La question sérieuse que Dupuy pourrait susciter est la suivante : pourquoi les questions économiques semblent-elles impératives pour appréhender les changements de notre société ? [8] Pour répondre à cette question, deux éléments complémentaires doivent être pris en compte : 1- Si des non-économistes veulent traiter d’aspects qu’ils considèrent délaissés par les économistes, alors ils se doivent de connaitre les problématiques économiques de notre temps. Et non pas comme le fait Dupuy et, comme le relaie aveuglément Aeschimann, de se borner à recycler des clichés éculés des sciences sociales des années 30. 2- Les recherches passées et en cours, faites par des universitaires sérieux, doivent être rapportées par les journalistes critiques spécialisés, afin de nous les faire connaître.

Chacun sait qu’il n’y a pas un problème de l’économie, de la même façon que la politique ne peut en être la solution. La revue critique d’Aeschimann ne répond pas à ces deux questions préalables, ce qui interdit aux lecteurs d’aboutir à une décision éclairée concernant le libéralisme et ses critiques. Nous avons affaire à une simple idéologie de bas étage.  On peut arriver à cette conclusion en notant que le problème économique, technique n’est pas isolé de façon convenable, ce qui rend impossible d’entrevoir des solutions (politiques ou non) valables. Et c’est sûrement dans ce flou conceptuel que Dupuy a écrit son livre à grands coups de déclarations gratuites appelées, en France, « philosophiques ».

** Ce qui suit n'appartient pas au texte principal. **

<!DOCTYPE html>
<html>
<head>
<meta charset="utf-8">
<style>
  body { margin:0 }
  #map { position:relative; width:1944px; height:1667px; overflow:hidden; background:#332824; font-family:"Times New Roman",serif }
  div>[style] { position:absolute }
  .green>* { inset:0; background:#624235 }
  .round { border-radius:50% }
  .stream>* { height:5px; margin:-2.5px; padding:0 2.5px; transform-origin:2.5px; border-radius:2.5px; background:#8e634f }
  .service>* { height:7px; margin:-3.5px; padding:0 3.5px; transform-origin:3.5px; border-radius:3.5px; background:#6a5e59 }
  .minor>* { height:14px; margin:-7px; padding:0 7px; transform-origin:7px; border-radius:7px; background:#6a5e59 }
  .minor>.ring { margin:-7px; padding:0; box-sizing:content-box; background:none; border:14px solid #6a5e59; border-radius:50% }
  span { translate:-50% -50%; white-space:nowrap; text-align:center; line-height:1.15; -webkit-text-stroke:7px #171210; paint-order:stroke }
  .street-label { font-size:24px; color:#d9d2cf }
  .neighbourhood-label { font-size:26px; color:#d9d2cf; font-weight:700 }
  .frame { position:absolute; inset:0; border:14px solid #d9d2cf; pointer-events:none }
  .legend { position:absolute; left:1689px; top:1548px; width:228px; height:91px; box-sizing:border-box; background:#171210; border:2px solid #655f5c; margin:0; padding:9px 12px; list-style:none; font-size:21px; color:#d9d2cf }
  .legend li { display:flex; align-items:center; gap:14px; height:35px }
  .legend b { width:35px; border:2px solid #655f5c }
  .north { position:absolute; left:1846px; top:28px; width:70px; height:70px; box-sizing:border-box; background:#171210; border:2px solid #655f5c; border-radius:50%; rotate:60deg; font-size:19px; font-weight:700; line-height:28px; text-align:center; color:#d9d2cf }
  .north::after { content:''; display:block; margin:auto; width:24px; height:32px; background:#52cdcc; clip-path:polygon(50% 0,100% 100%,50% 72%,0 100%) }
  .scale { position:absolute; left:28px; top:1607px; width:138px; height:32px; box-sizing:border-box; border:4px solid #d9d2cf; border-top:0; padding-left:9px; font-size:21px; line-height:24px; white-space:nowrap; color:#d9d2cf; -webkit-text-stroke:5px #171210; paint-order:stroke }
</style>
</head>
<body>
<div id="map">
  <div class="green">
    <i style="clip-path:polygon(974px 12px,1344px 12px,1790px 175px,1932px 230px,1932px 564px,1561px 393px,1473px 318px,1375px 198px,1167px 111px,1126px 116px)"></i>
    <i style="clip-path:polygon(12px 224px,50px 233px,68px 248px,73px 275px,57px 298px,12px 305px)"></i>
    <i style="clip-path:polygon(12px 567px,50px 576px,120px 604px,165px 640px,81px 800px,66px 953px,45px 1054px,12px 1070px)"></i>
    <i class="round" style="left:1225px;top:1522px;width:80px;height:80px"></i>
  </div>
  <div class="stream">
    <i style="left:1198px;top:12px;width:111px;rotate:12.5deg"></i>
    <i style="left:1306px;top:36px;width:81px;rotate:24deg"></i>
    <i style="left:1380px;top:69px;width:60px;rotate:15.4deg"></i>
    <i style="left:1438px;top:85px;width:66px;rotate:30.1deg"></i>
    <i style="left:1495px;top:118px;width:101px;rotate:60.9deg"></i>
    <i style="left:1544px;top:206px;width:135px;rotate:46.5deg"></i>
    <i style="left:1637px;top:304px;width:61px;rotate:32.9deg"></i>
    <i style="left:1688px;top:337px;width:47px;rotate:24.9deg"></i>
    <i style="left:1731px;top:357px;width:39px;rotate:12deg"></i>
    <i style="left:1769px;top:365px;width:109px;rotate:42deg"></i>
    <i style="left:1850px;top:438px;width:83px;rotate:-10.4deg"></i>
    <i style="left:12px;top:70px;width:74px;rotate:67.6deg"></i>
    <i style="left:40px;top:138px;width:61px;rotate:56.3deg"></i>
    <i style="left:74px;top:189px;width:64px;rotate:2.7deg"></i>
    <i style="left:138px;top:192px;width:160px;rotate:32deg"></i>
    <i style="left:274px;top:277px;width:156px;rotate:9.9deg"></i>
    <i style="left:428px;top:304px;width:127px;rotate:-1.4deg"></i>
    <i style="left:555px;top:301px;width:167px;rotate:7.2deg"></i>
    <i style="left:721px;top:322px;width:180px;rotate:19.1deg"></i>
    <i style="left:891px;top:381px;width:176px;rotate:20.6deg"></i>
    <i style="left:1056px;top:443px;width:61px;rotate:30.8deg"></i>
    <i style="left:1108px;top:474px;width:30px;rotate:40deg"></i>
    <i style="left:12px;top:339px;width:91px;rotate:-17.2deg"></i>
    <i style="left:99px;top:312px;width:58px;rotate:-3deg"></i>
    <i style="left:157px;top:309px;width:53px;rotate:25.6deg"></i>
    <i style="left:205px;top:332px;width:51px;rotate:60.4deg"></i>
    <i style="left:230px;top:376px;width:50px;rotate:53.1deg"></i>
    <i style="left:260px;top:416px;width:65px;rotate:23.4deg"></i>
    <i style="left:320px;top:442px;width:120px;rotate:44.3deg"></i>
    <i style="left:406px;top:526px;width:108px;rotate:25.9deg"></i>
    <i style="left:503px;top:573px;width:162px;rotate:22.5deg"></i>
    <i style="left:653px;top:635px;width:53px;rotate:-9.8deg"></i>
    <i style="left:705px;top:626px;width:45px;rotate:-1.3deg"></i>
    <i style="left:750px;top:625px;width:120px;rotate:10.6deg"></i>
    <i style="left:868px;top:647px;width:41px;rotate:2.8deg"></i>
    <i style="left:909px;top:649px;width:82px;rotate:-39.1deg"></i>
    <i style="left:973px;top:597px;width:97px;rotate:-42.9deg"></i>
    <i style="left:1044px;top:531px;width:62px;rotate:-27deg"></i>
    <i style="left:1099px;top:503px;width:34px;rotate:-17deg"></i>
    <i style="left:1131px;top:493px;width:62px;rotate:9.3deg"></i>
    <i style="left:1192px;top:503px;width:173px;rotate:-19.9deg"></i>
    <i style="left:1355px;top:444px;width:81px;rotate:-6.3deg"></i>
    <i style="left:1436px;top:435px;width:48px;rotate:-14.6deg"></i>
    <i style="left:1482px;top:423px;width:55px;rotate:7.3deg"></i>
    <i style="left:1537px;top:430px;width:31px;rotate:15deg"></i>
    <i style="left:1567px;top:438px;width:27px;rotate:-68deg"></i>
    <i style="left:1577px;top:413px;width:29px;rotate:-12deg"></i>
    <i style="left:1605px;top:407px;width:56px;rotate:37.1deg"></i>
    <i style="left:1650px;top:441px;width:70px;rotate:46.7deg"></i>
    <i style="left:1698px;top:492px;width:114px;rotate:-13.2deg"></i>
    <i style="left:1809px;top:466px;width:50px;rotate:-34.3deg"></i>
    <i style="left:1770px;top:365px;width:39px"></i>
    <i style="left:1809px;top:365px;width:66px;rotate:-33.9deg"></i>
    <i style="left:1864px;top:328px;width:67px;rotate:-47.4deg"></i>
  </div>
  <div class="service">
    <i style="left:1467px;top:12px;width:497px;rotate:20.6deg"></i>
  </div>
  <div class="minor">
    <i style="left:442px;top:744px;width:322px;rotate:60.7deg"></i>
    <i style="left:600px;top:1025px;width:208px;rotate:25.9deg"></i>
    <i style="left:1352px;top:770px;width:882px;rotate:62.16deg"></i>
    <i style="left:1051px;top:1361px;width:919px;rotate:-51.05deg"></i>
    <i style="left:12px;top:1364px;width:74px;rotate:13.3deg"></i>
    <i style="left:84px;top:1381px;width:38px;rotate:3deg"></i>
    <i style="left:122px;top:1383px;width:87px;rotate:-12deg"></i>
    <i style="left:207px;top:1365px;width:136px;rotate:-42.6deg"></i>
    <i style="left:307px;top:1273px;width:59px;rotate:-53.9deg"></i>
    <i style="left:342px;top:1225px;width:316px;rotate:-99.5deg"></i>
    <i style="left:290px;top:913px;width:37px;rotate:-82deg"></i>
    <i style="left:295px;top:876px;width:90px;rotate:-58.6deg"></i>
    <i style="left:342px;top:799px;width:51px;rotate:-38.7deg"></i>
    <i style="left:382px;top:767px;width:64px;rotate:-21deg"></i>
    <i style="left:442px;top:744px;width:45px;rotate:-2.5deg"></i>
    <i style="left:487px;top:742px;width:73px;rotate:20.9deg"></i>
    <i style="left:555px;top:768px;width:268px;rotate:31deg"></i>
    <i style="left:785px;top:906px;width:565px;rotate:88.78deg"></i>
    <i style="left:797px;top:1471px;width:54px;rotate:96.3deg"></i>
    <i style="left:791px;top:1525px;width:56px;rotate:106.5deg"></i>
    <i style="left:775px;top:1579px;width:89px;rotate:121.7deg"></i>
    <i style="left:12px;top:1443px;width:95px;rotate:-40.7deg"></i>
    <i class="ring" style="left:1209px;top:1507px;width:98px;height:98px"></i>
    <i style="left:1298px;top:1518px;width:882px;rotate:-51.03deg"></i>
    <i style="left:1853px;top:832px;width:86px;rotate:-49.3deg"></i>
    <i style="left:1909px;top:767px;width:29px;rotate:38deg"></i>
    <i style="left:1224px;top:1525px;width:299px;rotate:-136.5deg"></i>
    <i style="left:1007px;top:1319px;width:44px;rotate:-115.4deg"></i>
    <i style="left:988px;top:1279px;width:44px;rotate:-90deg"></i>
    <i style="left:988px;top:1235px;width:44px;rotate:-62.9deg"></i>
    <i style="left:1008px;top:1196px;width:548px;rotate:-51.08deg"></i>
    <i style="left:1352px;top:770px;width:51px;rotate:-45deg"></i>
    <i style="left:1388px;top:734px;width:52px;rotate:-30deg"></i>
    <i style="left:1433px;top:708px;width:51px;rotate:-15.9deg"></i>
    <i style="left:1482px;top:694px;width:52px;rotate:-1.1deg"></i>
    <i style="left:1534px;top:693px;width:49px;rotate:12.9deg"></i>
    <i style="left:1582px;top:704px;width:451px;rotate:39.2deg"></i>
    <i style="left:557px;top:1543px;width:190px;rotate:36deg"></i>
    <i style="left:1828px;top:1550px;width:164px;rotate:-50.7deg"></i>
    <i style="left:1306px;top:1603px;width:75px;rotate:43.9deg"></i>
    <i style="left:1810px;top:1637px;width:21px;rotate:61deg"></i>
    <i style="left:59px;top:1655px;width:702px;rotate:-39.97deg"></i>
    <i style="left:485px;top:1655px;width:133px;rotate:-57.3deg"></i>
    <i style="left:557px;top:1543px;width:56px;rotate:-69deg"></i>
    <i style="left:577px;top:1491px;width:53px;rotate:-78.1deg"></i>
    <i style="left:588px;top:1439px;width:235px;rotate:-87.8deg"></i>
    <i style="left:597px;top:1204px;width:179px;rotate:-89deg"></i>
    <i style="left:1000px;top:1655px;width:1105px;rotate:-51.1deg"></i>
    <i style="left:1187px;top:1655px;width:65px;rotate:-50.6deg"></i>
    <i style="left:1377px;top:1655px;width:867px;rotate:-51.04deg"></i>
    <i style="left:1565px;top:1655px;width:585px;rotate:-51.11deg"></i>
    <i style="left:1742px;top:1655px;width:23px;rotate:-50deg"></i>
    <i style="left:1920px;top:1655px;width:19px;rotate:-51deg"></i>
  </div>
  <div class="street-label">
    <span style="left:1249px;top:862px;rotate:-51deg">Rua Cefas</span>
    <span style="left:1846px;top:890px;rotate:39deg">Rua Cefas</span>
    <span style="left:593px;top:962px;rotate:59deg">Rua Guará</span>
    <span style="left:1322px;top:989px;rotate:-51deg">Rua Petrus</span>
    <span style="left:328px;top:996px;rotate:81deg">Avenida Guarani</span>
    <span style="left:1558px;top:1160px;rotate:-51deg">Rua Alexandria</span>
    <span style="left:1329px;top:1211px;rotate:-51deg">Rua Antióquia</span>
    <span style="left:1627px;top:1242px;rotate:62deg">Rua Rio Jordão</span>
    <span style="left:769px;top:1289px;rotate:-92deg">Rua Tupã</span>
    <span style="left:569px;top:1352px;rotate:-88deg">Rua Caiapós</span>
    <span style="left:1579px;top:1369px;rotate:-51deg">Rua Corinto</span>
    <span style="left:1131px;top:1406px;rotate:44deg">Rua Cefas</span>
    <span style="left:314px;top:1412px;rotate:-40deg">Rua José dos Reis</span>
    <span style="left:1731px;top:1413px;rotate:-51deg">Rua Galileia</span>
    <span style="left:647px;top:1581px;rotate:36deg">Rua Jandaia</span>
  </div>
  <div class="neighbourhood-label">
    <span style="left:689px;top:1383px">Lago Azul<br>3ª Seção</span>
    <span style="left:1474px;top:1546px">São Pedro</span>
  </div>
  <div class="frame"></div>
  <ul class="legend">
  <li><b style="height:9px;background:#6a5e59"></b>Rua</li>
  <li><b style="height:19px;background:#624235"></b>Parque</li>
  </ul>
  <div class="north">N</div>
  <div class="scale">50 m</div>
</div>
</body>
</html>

Bien que le sujet du livre de Dupuy soit de peu d’importance, il reçoit une couverture médiatique solide, ce qui ne manque pas de m’interroger sur l’obscurantisme de nos média nationaux. Je ne suis pas loin de me demander à quel jeu manipulatoire les lecteurs du Nouvel Observateur sont conviés à leur insu ? Non seulement la question de Dupuy, mal formulée ne fait pas partie des discussions centrales de l’économie et de ses critiques aujourd’hui mais, en dépit de la non-existence de tel questionnement sur la scène internationale, il est légitime de se demander si les relais « d’information » dont ses idées bénéficient ne sont pas simplement disproportionnés [9] ?

2- Le libéralisme prolonge et développe insidieusement la dépossession des savoirs de la population

Nous sommes ici en plein délire communiste avec l’ouvrage de Bernard Stiegler États de choc. Bêtise et savoir aux XXIème Siècle. Il réussit le coup de force de ne pas traiter de la technologie mais d’en utiliser une version dégénérée où il arrive à conclure que les développements technologiques successifs ont prolétarisé les classes sociales. En dépit du fait que la « prolétarisation des classes sociales » ne veut absolument rien dire, il est possible que l’auteur cherche à défendre un certain élitisme culturel dont il doit être évidemment l’incarnation. Aeschimann n’émet aucune critique decet élan déclamatoire sur la « prolétarisation » alors que la faiblesse même de l’argumentaire m’aurait fait hésiter, en tout premier lieu, à inclure cet ouvrage dans une revue critique du libéralisme.

Il semble que les contradictions de cet auteur sur le rôle de la technologie dans l’innovation sont particulièrement sévères s’il pense qu’il peut faire l’économie du problème « résiduel » de Robert Solow. Celui-ci stipule que l’augmentation de la production dans les années 90 n’est pas seulement due à l’augmentation des « inputs » (capital inclus) mais s’explique par l’effet de l’innovation technologique. On pourrait se permettre de suggérer à Stiegler que toutes recherches sérieuses sur le rôle de l’innovation et sa relation à l’économie devraient considérer autrement que verbalement le problème du « résidu » de Solow.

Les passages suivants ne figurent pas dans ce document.